• [Try it]: Copy each line containing the word "lines" from the records that follow, please.

• [Supplied entries]:

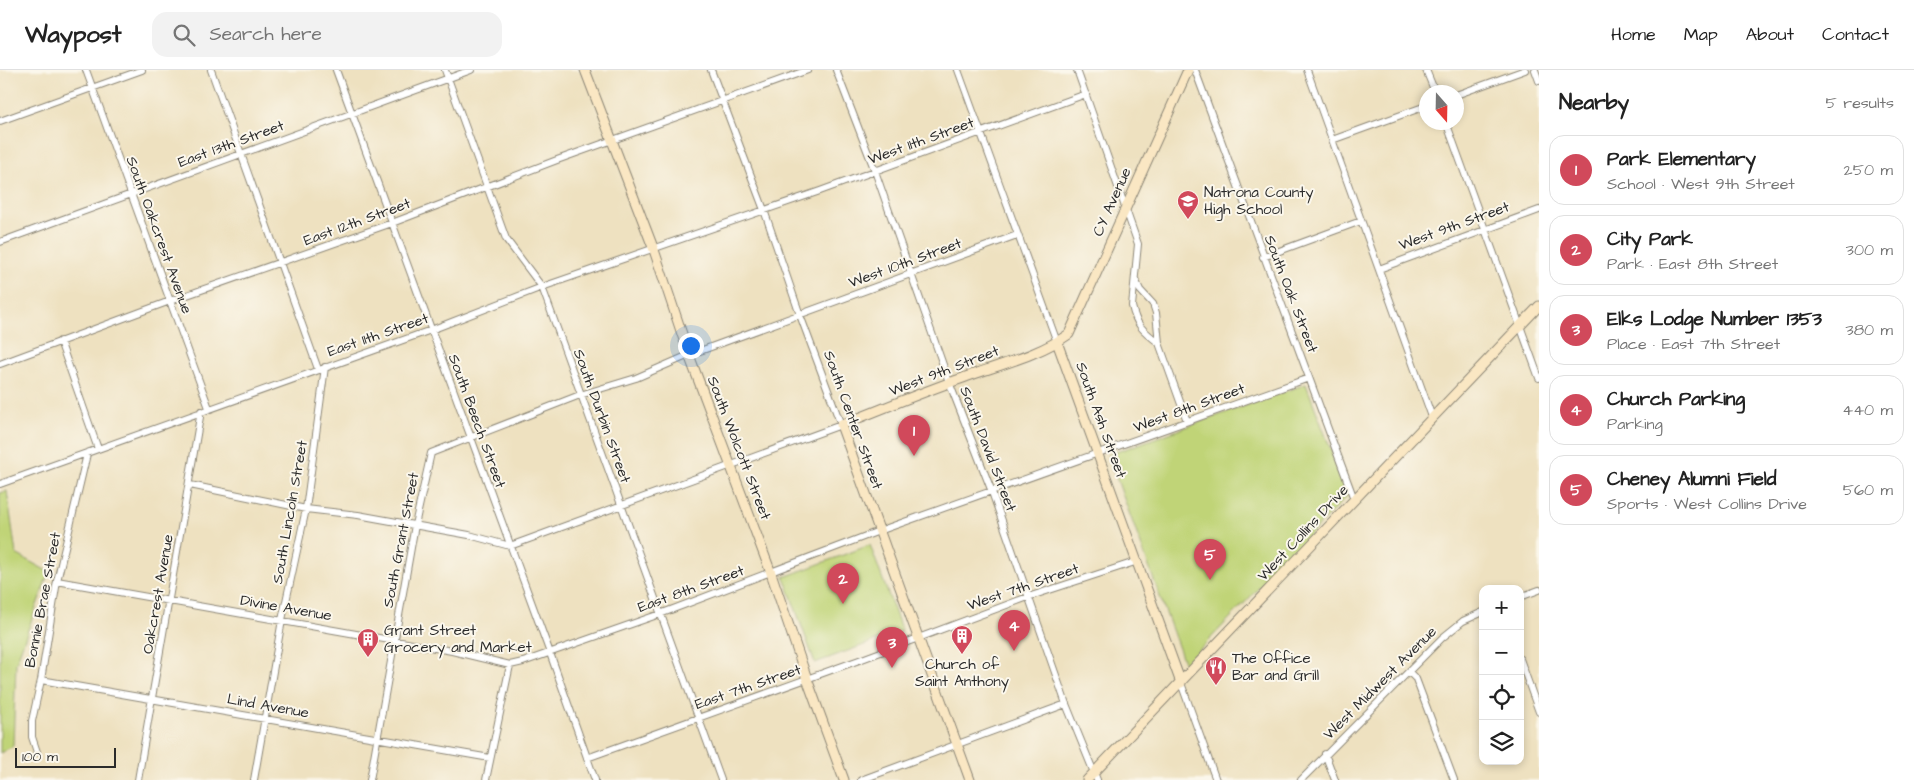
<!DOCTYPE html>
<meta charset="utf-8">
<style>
body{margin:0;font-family:"Architects Daughter",sans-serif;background:#f2f2f2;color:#222}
.controls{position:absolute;right:15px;bottom:15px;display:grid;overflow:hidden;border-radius:10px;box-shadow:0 2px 8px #0003}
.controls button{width:45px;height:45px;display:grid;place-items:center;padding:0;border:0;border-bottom:1px solid #e0e0e0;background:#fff;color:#222;font:25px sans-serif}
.compass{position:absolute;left:1419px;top:15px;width:45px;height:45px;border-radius:50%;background:#fff;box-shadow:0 2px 8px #0003;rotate:160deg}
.scale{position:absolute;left:15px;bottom:12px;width:101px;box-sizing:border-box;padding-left:5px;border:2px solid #2b2b2b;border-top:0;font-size:14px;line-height:18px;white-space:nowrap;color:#2b2b2b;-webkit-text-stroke:4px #fbf7ec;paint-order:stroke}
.you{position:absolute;left:690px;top:275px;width:18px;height:18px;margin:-12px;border:4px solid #fff;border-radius:50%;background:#1a73e8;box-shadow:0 0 0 8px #1a73e833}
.badge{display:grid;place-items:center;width:32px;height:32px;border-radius:50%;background:#d1495b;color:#fff;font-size:16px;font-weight:700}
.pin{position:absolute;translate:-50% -41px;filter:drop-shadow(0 1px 2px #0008)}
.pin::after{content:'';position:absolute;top:26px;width:18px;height:15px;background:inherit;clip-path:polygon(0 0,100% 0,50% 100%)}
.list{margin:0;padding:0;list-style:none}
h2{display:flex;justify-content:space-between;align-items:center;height:65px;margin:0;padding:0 20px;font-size:21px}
h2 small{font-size:16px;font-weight:400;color:#767676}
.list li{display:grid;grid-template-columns:32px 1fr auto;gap:15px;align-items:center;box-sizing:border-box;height:70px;margin:0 10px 10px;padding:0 10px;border:1px solid #e0e0e0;border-radius:15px}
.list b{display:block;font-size:19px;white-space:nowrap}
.list p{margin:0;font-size:16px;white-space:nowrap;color:#767676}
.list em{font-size:16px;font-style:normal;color:#767676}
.icon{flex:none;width:28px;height:28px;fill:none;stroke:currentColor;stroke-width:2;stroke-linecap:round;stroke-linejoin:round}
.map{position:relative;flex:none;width:1539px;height:710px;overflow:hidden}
header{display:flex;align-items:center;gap:30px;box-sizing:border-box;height:70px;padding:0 25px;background:#fff;border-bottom:1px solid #e0e0e0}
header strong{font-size:24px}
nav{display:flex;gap:28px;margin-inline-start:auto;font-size:18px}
.search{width:350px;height:45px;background:#f2f2f2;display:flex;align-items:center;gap:12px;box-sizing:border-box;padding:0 18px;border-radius:15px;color:#767676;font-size:19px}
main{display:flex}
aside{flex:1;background:#fff}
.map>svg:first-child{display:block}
.green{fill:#c0d477;stroke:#768051}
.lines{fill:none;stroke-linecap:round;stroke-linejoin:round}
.street-casing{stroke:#8c8676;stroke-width:8}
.secondary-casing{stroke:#8c8676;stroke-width:11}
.street{stroke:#fff;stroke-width:6}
.secondary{stroke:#fae7c3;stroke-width:9}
.labels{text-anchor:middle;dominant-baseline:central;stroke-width:4;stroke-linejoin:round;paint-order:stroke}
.street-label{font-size:15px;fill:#2b2b2b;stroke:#fbf7ec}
.poi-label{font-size:15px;fill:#2b2b2b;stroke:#fbf7ec;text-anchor:start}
</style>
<header>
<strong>Waypost</strong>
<div class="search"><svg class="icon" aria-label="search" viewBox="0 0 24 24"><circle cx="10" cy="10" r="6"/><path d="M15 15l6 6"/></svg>Search here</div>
<nav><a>Home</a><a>Map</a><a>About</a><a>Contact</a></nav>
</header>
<main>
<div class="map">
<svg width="1539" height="710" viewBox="0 0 1539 710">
<rect width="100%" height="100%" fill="#fbf7ec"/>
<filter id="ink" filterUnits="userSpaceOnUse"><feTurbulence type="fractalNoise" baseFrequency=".02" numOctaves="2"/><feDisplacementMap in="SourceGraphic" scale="10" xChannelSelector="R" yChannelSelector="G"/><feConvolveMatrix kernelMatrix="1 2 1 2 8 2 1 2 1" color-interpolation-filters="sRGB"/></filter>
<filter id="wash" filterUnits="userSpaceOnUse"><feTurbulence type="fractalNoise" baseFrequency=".0096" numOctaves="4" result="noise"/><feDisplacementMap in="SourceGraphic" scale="20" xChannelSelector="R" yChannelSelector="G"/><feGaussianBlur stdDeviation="1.12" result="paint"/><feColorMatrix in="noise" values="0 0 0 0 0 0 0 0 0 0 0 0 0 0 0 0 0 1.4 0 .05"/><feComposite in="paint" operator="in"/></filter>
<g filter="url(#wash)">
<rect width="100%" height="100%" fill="#eee1c0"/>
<path class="green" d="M1306 314 1348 425 1185 595 1108 385Z
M7 421 16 484 49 502 16 593 13 676 0 683V423Z
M870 475 902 561 815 593 784 507Z"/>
</g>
<g filter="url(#ink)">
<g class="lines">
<g class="street-casing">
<path id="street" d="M86 0 209 338
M211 0 318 299
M336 0 550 583 595 710
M445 0 506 169 542 217 721 710
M836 0 875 101 949 312 992 422 1066 634 1097 710
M958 0 1057 272
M1077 0 1138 174 1132 236C1136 255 1143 261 1159 273
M1195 0 1354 429
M1307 0 1432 347
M1426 0 1435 22
M1535 0 1539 11
M1456 25 1525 0
M0 51 142 0
M1446 52 1539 308
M1332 70 1426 36
M0 172 471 0
M1263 187 1361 151
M1379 199 1539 140
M1135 209 1140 220 1153 234 1156 243 1159 273 1187 351
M60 271 98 379
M0 294 170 231 392 153 557 90 808 0
M0 414 431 260 542 217 820 121 1086 24
M190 415 306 439 358 445 469 465 510 476
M510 476 841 355 800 245 764 140 711 0
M57 511 452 581 510 595 523 592 660 544 879 461 1309 308
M1520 527 1539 520
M1520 589 1539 642
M1409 602 1416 609 1454 710
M41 610 490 688
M1181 613 1216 710
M37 682 32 667V651L41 610 57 511 87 384
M1325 684 1335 710
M587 688 862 589 1028 527 1138 491
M138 710 201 341
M254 710 282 550 306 439 325 297
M370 710 415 455 431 383 580 325 636 308 689 285 1017 165
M486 710 510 595
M861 710 1066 634
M1301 710 1442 568 1463 551 1483 542"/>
</g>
<g class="secondary-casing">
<path id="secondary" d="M585 0 654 180 689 285 771 503 807 609 844 710
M1057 272 1181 613
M970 710 841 355C882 339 922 322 963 308 998 295 1038 286 1069 264L1188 0
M1087 710 1539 236"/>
</g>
<use href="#street" class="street"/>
<use href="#secondary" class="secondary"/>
</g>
</g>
<defs>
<g id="school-pin" transform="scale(1.125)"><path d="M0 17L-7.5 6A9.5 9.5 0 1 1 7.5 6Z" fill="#d1495b" stroke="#fbf7ec"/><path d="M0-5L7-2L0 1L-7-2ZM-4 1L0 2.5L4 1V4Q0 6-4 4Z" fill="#fff"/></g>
<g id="building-pin" transform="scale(1.125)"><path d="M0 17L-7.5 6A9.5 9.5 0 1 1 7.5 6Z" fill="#d1495b" stroke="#fbf7ec"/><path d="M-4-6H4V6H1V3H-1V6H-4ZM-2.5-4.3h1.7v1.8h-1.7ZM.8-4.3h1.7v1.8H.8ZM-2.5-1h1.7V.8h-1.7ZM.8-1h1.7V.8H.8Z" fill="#fff"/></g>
<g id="restaurant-pin" transform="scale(1.125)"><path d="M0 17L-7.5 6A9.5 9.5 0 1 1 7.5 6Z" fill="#d1495b" stroke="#fbf7ec"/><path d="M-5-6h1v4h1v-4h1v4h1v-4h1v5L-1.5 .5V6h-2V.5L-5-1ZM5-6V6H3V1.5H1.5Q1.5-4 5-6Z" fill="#fff"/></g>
</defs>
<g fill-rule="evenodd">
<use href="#school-pin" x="1188" y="131"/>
<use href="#building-pin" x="962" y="566"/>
<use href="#building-pin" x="368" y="569"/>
<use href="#restaurant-pin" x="1216" y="597"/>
</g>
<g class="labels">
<g class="street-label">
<text transform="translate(921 71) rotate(-20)">West 11th Street</text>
<text transform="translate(231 74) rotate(-20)">East 13th Street</text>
<text transform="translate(1112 132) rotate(-66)">CY Avenue</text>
<text transform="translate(357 152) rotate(-20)">East 12th Street</text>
<text transform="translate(1454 156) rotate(-20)">West 9th Street</text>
<text transform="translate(159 165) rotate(70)">South Oakcrest Avenue</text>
<text transform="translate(905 193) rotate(-20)">West 10th Street</text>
<text transform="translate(1291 224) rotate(69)">South Oak Street</text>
<text transform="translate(378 265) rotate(-19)">East 11th Street</text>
<text transform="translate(944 301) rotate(-21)">West 9th Street</text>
<text transform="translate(1189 338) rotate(-20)">West 8th Street</text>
<text transform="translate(602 346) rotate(70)">South Durbin Street</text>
<text transform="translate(853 350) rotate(70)">South Center Street</text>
<text transform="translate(1101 350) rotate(70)">South Ash Street</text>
<text transform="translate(477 351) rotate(70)">South Beech Street</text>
<text transform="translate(739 378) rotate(69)">South Wolcott Street</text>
<text transform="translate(988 379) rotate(69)">South David Street</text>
<text transform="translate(290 442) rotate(-80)">South Lincoln Street</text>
<text transform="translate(1303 463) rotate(-47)">West Collins Drive</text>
<text transform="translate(401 470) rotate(-79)">South Grant Street</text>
<text transform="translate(1023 517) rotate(-19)">West 7th Street</text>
<text transform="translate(691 519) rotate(-20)">East 8th Street</text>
<text transform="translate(158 524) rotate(-80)">Oakcrest Avenue</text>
<text transform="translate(43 530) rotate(-79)">Bonnie Brae Street</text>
<text transform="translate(286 538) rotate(10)">Divine Avenue</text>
<text transform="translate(1380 613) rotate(-45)">West Midwest Avenue</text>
<text transform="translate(748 617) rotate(-19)">East 7th Street</text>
<text transform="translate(268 636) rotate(10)">Lind Avenue</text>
</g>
<g class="poi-label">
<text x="1204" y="122">Natrona County<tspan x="1204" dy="17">High School</tspan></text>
<text x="384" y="560">Grant Street<tspan x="384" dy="17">Grocery and Market</tspan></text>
<text x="1232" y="588">The Office<tspan x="1232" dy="17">Bar and Grill</tspan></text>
<text x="962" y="594" text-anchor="middle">Church of<tspan x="962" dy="17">Saint Anthony</tspan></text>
</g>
</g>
</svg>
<div class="controls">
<button>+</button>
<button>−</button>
<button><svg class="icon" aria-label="locate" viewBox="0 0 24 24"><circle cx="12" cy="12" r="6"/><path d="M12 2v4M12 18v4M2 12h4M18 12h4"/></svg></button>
<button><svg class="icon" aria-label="layers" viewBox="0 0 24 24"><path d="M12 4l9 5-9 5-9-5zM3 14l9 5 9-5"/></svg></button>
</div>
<svg class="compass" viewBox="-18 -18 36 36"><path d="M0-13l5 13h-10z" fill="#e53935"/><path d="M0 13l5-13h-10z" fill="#767676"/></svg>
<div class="scale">100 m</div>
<div class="you"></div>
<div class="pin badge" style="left:914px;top:386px">1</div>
<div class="pin badge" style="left:843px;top:534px">2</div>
<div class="pin badge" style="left:892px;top:598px">3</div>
<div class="pin badge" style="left:1014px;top:581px">4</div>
<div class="pin badge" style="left:1210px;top:510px">5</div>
</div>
<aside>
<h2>Nearby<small>5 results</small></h2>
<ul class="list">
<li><span class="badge">1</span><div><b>Park Elementary</b><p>School · West 9th Street</p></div><em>250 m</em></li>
<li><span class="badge">2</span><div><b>City Park</b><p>Park · East 8th Street</p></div><em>300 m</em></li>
<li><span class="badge">3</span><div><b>Elks Lodge Number 1353</b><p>Place · East 7th Street</p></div><em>380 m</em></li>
<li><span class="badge">4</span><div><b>Church Parking</b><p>Parking</p></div><em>440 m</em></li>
<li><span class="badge">5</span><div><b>Cheney Alumni Field</b><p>Sports · West Collins Drive</p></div><em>560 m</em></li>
</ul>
</aside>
</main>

• [Response area]:
.lines{fill:none;stroke-linecap:round;stroke-linejoin:round}
<g class="lines">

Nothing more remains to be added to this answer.